Your task is to copy each line of the listing that contains the word "they".

Recorded data >>

○ ○ ○ ○ ○ ○ ○

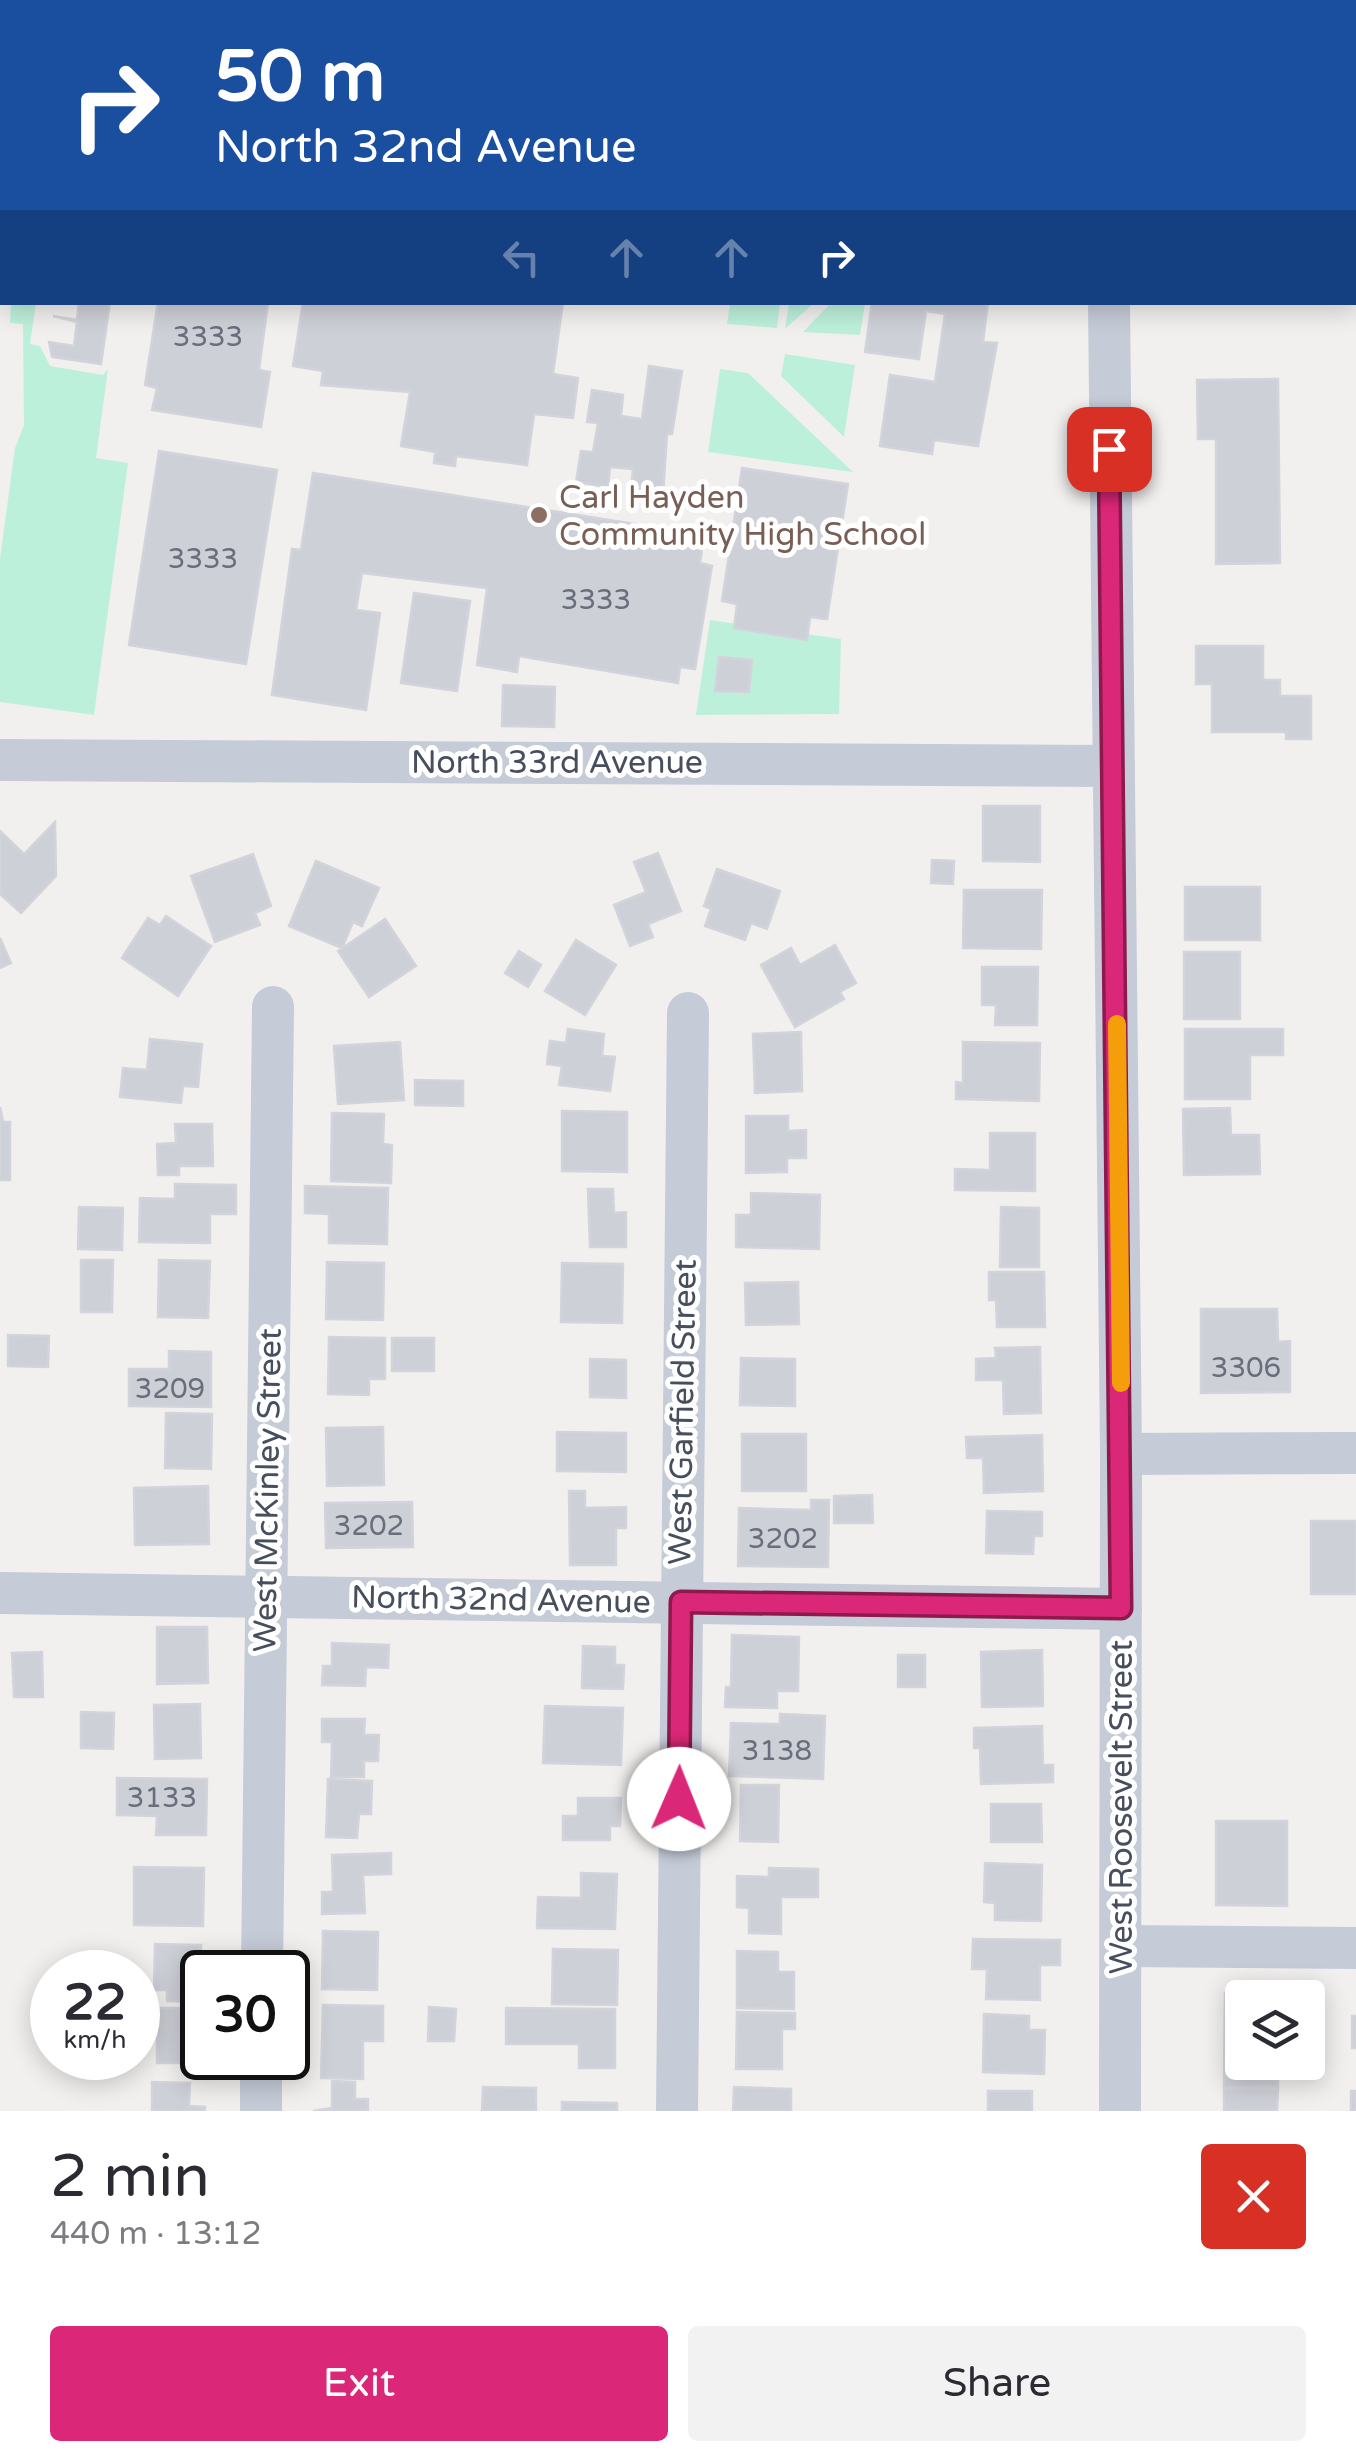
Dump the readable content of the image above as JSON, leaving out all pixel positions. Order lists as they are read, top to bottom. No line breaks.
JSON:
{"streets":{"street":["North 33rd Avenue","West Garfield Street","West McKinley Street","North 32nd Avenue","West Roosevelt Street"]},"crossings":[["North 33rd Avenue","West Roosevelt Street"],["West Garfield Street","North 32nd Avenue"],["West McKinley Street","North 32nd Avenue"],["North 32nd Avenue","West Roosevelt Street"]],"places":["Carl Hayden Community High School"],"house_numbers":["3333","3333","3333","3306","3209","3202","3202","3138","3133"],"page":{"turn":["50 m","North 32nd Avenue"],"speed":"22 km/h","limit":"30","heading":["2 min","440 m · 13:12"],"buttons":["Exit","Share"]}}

○ ○ ○ ○ ○ ○ ○

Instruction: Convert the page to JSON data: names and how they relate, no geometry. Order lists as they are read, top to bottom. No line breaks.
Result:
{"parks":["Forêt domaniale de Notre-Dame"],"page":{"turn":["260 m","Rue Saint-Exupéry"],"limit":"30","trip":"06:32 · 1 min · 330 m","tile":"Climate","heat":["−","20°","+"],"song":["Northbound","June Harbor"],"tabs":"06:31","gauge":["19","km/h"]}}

○ ○ ○ ○ ○ ○ ○

Completed exercise >>
Dump the readable content of the image above as JSON, leaving out all pixel positions. Order lists as they are read, top to bottom. No line breaks.
Instruction: Convert the page to JSON data: names and how they relate, no geometry. Order lists as they are read, top to bottom. No line breaks.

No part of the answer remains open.